**What you will do**
Across the records below, report how many lines include the word "absolute", stating the number alone.

**Material provided**
- Opening Delimiter -

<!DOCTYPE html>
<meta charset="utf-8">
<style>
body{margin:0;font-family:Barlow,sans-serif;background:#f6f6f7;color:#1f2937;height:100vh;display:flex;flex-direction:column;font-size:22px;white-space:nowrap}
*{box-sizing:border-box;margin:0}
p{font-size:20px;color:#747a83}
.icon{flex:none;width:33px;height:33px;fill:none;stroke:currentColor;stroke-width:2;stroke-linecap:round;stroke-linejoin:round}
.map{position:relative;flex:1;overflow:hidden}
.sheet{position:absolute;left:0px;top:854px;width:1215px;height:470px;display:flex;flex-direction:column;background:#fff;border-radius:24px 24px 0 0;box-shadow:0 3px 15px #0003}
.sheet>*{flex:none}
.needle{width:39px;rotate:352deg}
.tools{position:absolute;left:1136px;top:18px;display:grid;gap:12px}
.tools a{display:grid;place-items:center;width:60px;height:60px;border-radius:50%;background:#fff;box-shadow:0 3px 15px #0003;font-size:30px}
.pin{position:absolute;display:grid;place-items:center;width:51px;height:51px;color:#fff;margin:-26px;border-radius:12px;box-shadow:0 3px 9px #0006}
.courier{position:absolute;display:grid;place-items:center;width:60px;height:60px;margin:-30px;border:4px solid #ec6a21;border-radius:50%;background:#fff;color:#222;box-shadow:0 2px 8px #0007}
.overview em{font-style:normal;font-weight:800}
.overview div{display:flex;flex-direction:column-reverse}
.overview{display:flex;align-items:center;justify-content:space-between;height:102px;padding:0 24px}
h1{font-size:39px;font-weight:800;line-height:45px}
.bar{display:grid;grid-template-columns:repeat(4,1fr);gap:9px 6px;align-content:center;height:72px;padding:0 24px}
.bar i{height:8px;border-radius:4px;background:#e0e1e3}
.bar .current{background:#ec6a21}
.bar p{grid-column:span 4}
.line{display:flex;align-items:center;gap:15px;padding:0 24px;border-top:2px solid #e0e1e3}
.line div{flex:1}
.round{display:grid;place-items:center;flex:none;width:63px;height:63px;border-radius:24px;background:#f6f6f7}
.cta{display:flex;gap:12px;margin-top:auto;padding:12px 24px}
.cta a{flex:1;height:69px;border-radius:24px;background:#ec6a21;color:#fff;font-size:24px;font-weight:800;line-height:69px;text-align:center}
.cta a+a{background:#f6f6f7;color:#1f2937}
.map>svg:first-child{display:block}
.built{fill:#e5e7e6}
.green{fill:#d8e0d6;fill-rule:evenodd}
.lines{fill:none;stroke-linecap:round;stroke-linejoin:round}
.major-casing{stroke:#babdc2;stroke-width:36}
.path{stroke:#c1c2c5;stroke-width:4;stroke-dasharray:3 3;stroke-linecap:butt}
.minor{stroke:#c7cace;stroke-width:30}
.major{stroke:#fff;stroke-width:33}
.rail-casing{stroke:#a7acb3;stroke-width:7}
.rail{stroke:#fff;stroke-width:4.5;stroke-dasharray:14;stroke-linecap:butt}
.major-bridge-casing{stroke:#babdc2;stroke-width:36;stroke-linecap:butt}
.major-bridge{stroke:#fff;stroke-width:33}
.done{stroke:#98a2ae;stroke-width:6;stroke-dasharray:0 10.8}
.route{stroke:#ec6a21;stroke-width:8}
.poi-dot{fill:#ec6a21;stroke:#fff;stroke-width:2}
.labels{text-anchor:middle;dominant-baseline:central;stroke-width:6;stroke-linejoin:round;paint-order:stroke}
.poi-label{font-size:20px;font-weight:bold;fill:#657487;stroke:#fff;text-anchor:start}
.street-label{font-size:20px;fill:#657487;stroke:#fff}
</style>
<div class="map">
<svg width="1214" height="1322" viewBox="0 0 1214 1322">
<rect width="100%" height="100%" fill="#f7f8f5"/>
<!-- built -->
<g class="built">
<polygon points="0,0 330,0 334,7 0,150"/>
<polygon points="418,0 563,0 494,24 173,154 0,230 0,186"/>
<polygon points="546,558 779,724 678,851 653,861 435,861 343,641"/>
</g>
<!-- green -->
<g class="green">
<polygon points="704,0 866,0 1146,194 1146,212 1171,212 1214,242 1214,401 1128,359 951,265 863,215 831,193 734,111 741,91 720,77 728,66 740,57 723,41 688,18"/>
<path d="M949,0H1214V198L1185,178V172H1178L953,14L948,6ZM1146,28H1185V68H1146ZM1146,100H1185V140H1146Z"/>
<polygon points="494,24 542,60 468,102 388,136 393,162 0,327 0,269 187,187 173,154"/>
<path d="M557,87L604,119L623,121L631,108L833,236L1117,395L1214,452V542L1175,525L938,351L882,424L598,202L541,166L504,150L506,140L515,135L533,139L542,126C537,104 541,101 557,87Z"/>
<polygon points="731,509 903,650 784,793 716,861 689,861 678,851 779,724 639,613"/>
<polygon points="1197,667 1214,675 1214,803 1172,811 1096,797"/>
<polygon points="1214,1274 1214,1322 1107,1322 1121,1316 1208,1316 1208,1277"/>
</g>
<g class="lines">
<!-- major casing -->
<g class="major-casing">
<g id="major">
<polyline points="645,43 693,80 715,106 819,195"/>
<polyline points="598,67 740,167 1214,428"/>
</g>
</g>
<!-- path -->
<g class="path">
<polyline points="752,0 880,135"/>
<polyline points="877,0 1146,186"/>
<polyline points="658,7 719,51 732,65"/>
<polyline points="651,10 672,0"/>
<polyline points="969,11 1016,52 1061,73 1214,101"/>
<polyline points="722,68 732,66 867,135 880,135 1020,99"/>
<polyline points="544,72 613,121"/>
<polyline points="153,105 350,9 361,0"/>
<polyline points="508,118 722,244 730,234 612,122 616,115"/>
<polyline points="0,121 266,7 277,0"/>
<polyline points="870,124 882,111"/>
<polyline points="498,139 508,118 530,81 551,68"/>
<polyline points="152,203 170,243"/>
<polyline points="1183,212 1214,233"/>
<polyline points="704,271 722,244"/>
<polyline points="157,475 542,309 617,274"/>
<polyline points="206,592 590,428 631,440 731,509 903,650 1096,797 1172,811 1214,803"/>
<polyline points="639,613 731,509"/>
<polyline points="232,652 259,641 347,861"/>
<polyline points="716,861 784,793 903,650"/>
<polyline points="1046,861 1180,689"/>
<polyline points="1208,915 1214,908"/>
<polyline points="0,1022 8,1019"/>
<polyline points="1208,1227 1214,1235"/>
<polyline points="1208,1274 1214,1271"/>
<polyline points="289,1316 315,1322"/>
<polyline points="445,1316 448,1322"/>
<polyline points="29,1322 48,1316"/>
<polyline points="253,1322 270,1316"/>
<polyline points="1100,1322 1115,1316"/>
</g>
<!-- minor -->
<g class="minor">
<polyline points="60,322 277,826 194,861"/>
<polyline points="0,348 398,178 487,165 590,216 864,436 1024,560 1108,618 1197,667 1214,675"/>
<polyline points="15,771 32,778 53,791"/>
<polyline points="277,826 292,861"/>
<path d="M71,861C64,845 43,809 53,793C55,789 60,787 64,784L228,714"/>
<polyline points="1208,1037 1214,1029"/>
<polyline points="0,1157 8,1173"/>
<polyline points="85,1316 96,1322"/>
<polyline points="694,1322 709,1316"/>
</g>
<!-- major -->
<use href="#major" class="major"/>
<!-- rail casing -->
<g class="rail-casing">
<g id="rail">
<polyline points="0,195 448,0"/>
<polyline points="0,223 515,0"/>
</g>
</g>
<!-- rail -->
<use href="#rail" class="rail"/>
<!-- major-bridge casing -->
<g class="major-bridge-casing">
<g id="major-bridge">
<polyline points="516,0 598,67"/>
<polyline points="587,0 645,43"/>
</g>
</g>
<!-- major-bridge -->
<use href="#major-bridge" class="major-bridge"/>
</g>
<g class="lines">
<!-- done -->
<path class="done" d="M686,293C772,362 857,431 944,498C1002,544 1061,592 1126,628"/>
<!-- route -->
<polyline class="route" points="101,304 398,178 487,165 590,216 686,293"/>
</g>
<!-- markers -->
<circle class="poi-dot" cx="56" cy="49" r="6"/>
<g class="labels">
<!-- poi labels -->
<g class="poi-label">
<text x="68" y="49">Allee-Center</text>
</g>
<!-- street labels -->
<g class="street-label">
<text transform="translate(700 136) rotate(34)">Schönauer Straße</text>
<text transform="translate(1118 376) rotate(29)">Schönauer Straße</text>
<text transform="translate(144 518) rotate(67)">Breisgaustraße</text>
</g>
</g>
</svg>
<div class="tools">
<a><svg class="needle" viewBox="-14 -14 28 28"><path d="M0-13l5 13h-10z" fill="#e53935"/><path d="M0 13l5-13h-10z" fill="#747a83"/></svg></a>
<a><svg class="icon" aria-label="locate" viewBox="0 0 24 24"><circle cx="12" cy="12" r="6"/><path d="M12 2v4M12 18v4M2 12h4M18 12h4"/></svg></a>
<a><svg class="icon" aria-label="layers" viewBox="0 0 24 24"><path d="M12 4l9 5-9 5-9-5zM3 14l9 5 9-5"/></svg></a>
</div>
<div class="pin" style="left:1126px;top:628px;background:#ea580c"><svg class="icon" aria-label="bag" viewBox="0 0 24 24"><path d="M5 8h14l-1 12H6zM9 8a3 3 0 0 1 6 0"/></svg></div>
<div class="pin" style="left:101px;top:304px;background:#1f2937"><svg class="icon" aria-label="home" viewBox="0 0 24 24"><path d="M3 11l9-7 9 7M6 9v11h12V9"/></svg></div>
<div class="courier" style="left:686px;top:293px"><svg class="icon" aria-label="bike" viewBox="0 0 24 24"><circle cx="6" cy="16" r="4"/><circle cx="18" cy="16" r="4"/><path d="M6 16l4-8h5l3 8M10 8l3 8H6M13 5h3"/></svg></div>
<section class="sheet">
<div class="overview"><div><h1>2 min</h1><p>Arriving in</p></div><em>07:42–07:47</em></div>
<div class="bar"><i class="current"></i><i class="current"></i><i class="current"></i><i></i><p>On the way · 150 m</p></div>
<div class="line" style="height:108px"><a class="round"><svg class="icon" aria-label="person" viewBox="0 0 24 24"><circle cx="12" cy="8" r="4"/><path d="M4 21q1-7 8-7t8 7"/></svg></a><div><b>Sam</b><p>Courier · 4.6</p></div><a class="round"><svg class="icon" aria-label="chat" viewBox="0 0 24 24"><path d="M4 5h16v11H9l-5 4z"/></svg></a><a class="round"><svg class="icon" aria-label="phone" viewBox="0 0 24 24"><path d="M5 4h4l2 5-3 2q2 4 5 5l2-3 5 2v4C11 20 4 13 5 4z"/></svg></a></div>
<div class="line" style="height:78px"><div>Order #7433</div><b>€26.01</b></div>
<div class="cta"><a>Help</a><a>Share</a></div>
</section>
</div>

- Closing Delimiter -

**Exercise solution**
4